Case Description/Methods: 35-year-old female with a past medical history of hiatal hernia, gastroesophageal reflux disease, asthma, prediabetes, and hyperlipidemia presented to the clinic for persistent heartburn despite high dose proton pump inhibitors. Physical exam was notable for xanthoma in her left cheek, scaly patches of erythroderma in skin folds of the abdomen and chest, and erythroderma and ichthyosis on the left hand involving the left 2nd digit (Figure 1).
Esophagogastroduodenoscopy (EGD) revealed multiple flat yellow velvety lesions (1-4 mm) throughout all the esophagus and stomach (Figure 2). Biopsies confirmed xanthomas with foamy histiocytes (Figure 3). Genetic studies reported a variant in the gene NSDHL c.148G >A (p.G50R) of uncertain significance, a novel gene mutation suggestive of CHILD syndrome.

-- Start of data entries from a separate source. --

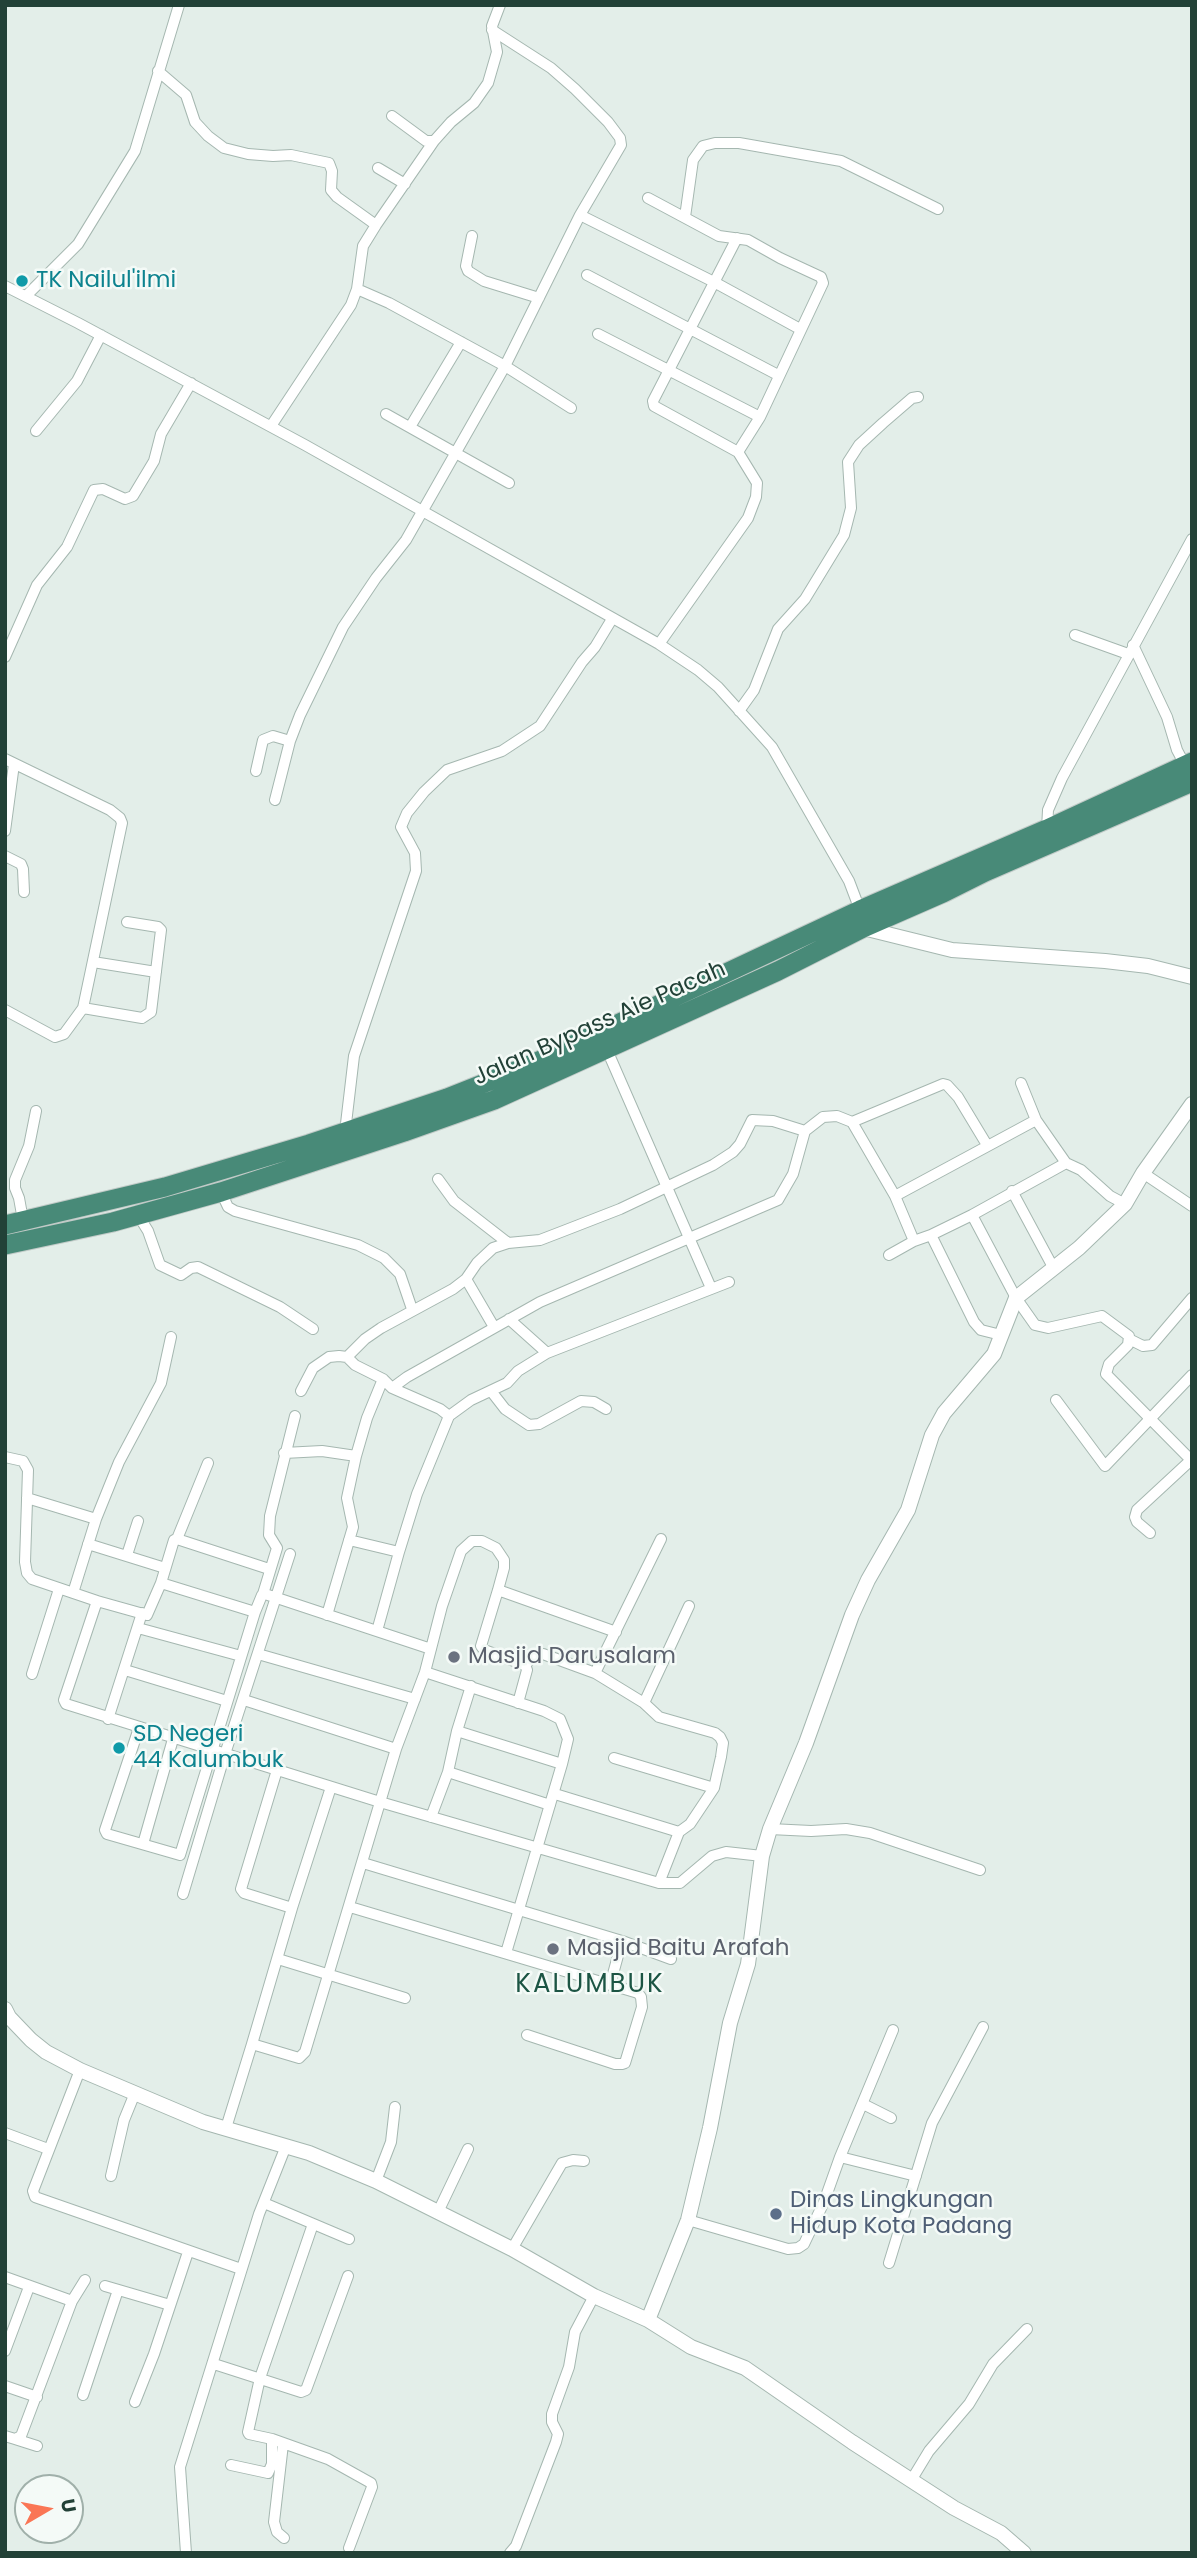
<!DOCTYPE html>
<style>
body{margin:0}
#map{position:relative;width:1197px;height:2558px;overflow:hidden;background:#e3eee9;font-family:Poppins,sans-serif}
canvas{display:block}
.frame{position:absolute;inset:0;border:7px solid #224137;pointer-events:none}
.north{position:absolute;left:14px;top:2474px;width:70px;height:70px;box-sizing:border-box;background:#f4faf7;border:2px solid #a0b0aa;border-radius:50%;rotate:80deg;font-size:19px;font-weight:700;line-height:28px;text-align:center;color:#224137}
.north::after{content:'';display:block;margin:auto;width:24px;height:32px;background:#fa7655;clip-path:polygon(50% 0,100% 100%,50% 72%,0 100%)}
</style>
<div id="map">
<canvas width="1197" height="2558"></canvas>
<div class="frame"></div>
<div class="north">U</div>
</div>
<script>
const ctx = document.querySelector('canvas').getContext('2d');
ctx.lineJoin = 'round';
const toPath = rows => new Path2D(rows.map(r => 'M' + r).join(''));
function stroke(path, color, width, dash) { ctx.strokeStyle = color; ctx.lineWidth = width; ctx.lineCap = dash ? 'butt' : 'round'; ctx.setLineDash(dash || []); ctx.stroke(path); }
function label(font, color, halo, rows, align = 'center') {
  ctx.font = font + ' Poppins,sans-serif'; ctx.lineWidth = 5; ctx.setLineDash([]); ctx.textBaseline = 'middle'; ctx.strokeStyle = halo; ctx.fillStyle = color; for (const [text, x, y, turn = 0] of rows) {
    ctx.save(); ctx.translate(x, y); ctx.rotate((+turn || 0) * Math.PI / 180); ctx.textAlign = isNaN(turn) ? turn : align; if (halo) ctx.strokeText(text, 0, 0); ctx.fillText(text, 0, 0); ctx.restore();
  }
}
const minor = toPath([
 [158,71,186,95,195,122,208,136,224,148,248,154,273,156,291,155,329,163,332,171,331,190,337,197,376,225],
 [392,116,426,141,434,141],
 [378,168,405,184],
 [648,198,719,236,748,240,780,258,821,277,823,283,760,417,738,452,757,483,756,497,748,518,659,644],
 [580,215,714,282,800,329],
 [685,217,693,160,703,146,715,143,739,143,841,161,938,209],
 [472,236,466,266,468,271,484,281,539,298],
 [737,238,653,401,654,406,738,452],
 [587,275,778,375],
 [5,286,78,323,305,445,659,644,698,670,718,687,772,747,849,881,860,910],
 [357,289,389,303,505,366,571,408],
 [26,296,78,244,135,151,179,5],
 [598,334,760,417],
 [386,414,509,483],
 [271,426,351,305,357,289,363,246,376,225,434,141,451,122,474,103,488,83,497,52,492,26,500,5],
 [410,427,461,342],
 [36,431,77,381,101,335],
 [1075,635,1128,654],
 [1133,645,1167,717,1177,750,1185,765],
 [5,657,37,585,67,547,94,490,103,489,125,499,133,496,154,461,161,434,191,383],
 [739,711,754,690,778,629,805,599,844,535,851,508,848,462,859,445,883,423,912,398,918,397],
 [5,759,110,810,120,818,122,823,83,1008,64,1034,55,1037,5,1010],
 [256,771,263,740,273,736,290,741],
 [275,800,290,741,300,715,343,627,376,578,406,540,505,366,580,215,621,145,620,138,608,122,575,89,551,68,492,30],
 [1047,829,1048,810,1062,778,1192,539],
 [5,831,14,764],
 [5,856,21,864,23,869,24,892],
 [93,962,156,972],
 [83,1008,142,1018,151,1012,161,930,158,927,127,922],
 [607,1050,711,1288],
 [1021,1083,1036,1120],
 [852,1122,943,1084,947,1085,958,1097,987,1145],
 [345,1132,354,1056,416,871,415,853,401,827,407,813,424,792,447,770,502,751,540,726,582,662,595,647,612,619],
 [1143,1173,1192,1206],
 [438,1179,454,1201,508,1243],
 [1012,1191,1054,1269],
 [221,1192,228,1207,235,1211,358,1245,384,1258,400,1274,412,1309],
 [895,1196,1036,1120,1066,1163,1081,1170,1110,1196,1125,1204],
 [138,1215,148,1231,160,1265,181,1275,191,1268,198,1267,280,1307,313,1329],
 [972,1215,1016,1298,1035,1325,1048,1328,1102,1316,1129,1336,1128,1345,1109,1364,1106,1374,1191,1460,1137,1510,1135,1517,1137,1522,1150,1533],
 [23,1220,19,1198,15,1188,15,1180,29,1146,36,1111],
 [931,1235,974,1322,981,1330,1001,1335],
 [889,1255,914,1241,931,1235,972,1215,1066,1163],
 [466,1279,494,1327],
 [509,1319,547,1353],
 [1129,1339,1143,1346,1152,1345,1192,1298],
 [347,1357,365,1339,381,1328,453,1289,466,1279,477,1263,493,1248,508,1243,540,1240,566,1230,620,1209,713,1165,733,1152,740,1144,752,1120,773,1121,805,1131],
 [392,1388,407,1377,540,1302,778,1200,793,1174,805,1131,823,1117,837,1116,852,1122,895,1196,914,1241],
 [301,1391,313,1368,329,1357,339,1356,347,1357,355,1365,383,1379,392,1388,440,1409,449,1416,417,1494,399,1552],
 [491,1391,505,1409,529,1425,539,1424,581,1401,594,1402,606,1409],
 [1056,1400,1105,1466,1192,1375],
 [449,1416,471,1400,507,1383,518,1371,547,1353,729,1282],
 [284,1453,322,1451,356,1456],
 [5,1457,23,1461,28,1470,25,1562,27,1573,32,1579,97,1601,64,1700,66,1704,380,1802,659,1883,680,1883,712,1856,726,1852,762,1856],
 [27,1498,96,1519],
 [177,1539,208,1463],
 [349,1540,399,1552,377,1631],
 [88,1544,165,1568],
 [127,1555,138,1521],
 [161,1583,255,1612,262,1595,265,1594,431,1649],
 [498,1590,616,1632],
 [73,1593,96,1519,119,1462,161,1383,171,1337],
 [263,1594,277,1548,269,1535,270,1516,295,1416],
 [97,1601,147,1615,161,1583,174,1540,177,1539,269,1569],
 [327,1615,353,1527,347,1498,356,1456,367,1418,383,1379],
 [138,1628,241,1656],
 [258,1654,415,1699],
 [525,1665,534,1656,543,1654,595,1673,644,1703,659,1717,715,1733,720,1737,723,1743,721,1757,714,1788,690,1824,679,1832,659,1883],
 [125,1670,227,1701],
 [425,1672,544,1711,560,1719,568,1739,562,1764],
 [595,1673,661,1539],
 [32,1674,59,1589],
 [244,1700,396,1749],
 [644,1703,689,1606],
 [108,1719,142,1613],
 [139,1728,105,1830,107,1834,180,1855,255,1612],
 [457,1731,562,1764,506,1953],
 [614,1758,714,1788],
 [277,1770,241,1889,244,1893,292,1908,331,1787],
 [448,1772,550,1805],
 [555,1794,679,1832],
 [431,1817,448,1772,457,1731,471,1686],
 [770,1829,811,1831,846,1829,870,1833,980,1870],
 [143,1844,173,1739],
 [363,1863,622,1941,671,1959],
 [183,1894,225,1754,290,1554],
 [350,1907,638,1993,641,1997,642,2007,625,2063,622,2064,615,2064,527,2035],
 [278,1959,405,1998],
 [610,1985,622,1941],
 [893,2030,840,2157,916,2176],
 [252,2044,292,1908],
 [80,2070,33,2191,35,2197,241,2269],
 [863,2104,891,2118],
 [226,2128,252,2044,299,2058,305,2052,396,1749,425,1672,442,1606,461,1551,472,1541,482,1541,496,1548,504,1560,504,1568,498,1590,481,1646,484,1650,525,1665,527,1670,518,1703],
 [5,2133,48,2149],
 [111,2176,124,2120,135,2093],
 [376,2181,391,2142,395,2107],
 [264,2203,349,2239],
 [438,2212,468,2149],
 [688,2220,788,2249,798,2248,804,2244,824,2202,840,2157],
 [313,2224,260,2378,248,2432,249,2434,272,2439,328,2459,371,2483,372,2487,349,2548],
 [512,2249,562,2163,573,2160,584,2161],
 [889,2263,932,2123,983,2027],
 [5,2277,72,2301,21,2436,15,2439,5,2436],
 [105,2286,170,2305],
 [72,2301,85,2280],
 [5,2351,29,2287],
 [214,2364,301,2392,306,2390,348,2276],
 [5,2386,37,2397],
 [83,2395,118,2290],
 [135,2402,154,2354,188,2252],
 [15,2439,37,2446],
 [283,2444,274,2522,277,2532,284,2538],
 [231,2465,268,2473,272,2464,272,2439],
 [912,2479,929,2451,969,2404,993,2364,1027,2329],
 [186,2553,180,2467,259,2214,286,2146],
 [510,2553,516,2546,556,2442,558,2434,552,2422,552,2414,569,2367,575,2332,594,2296]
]);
const tertiary = toPath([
 [863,928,952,950,1105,961,1148,966,1192,977],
 [5,2009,9,2017,31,2040,46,2052,80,2070,203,2122,309,2153,376,2181,512,2249,594,2296,648,2320,691,2347,745,2368,852,2442,954,2508,1001,2533,1024,2553],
 [648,2320,688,2220,710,2128,730,2023,748,1964,762,1856,770,1829,806,1743,852,1615,868,1580,908,1510,932,1435,944,1413,994,1354,1016,1298,1079,1248,1125,1204,1143,1173,1192,1104]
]);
const trunk = toPath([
 [5,1225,165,1187,309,1144,447,1098,530,1065,860,910,1047,829,1192,762],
 [5,1245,113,1222,221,1192,404,1132,494,1100,778,971,863,928,943,893,985,872,1192,782]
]);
stroke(minor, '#a5b7b0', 12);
stroke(tertiary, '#a5b7b0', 16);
stroke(trunk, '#c1cac7', 21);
stroke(minor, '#fff', 10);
stroke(tertiary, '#fff', 14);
stroke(trunk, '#488a78', 19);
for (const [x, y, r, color] of [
 [22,281,7,"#0f9aa8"],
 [454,1657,7,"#6b7280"],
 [119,1748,7,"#0f9aa8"],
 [553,1949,7,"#6b7280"],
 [776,2214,7,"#5c6f8a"]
]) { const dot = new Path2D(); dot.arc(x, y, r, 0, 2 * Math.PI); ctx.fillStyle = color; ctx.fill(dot); stroke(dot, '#f4faf7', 2.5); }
label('23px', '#0d838f', '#f4faf7', [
 ["TK Nailul'ilmi",36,281],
 ["SD Negeri",133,1735],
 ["44 Kalumbuk",133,1761]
], 'left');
label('23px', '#224137', '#f4faf7', [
 ["Jalan Bypass Aie Pacah",600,1024,-24]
]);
label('23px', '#5b616d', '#f4faf7', [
 ["Masjid Darusalam",468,1657],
 ["Masjid Baitu Arafah",567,1949]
], 'left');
label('23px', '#4e5e75', '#f4faf7', [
 ["Dinas Lingkungan",790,2201],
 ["Hidup Kota Padang",790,2227]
], 'left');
ctx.letterSpacing = '2px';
label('26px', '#1c5544', '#f4faf7', [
 ["KALUMBUK",590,1985]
]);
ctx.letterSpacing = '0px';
</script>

Patient’s heartburn improved after changing to a different PPI and reinforcing adherence to lifestyle changes.
Discussion: Differential diagnosis of flat yellow plaques in the foregut includes xanthomas, heterotopic sebaceous glands, lipomas and fibrolipomas (the latter two being typically polypoid). Mucosal xanthomas in the presence of ichthyosis should raise concerns for CHILD syndrome. Most patients with CHILD syndrome are diagnosed at birth or in childhood with limb defects or extensive unilateral ichthyotic erythroderma involving the trunk and limbs. This is the third case report of a mild phenotype, diagnosed in adulthood with foregut xanthomas, subtle skin features and no limb defects. Current case describes a new gene mutation in the NSDHL gene (previous mutations were c.324C >T, and c.131dupG). Further studies are required to determine the pathogenicity of this novel variant. Adults diagnosed with CHILD syndrome should be referred for genetic counseling and dermatology evaluation.
Figure: A. Dysplastic nail and ichthyosis, B. Multiple flat yellow lesions in gastroesophageal junction, C. Multiple flat yellow lesions in gastric cardia, D. Biopsy with foamy histiocytes confirming xanthomas
Disclosures:
Do Han Kim indicated no relevant financial relationships.
Michael Marble indicated no relevant financial relationships.
Juan Corral indicated no relevant financial relationships.
Do Han Kim, MD, MSc1, Michael Marble, MD2, Juan E. Corral, MD3. P0702 - Gastrointestinal Xanthomas and Ichthyosis: A Mild Phenotype of CHILD Syndrome (NSDHL Gene Mutation), ACG 2024 Annual Scientific Meeting Abstracts. Philadelphia, PA: American College of Gastroenterology.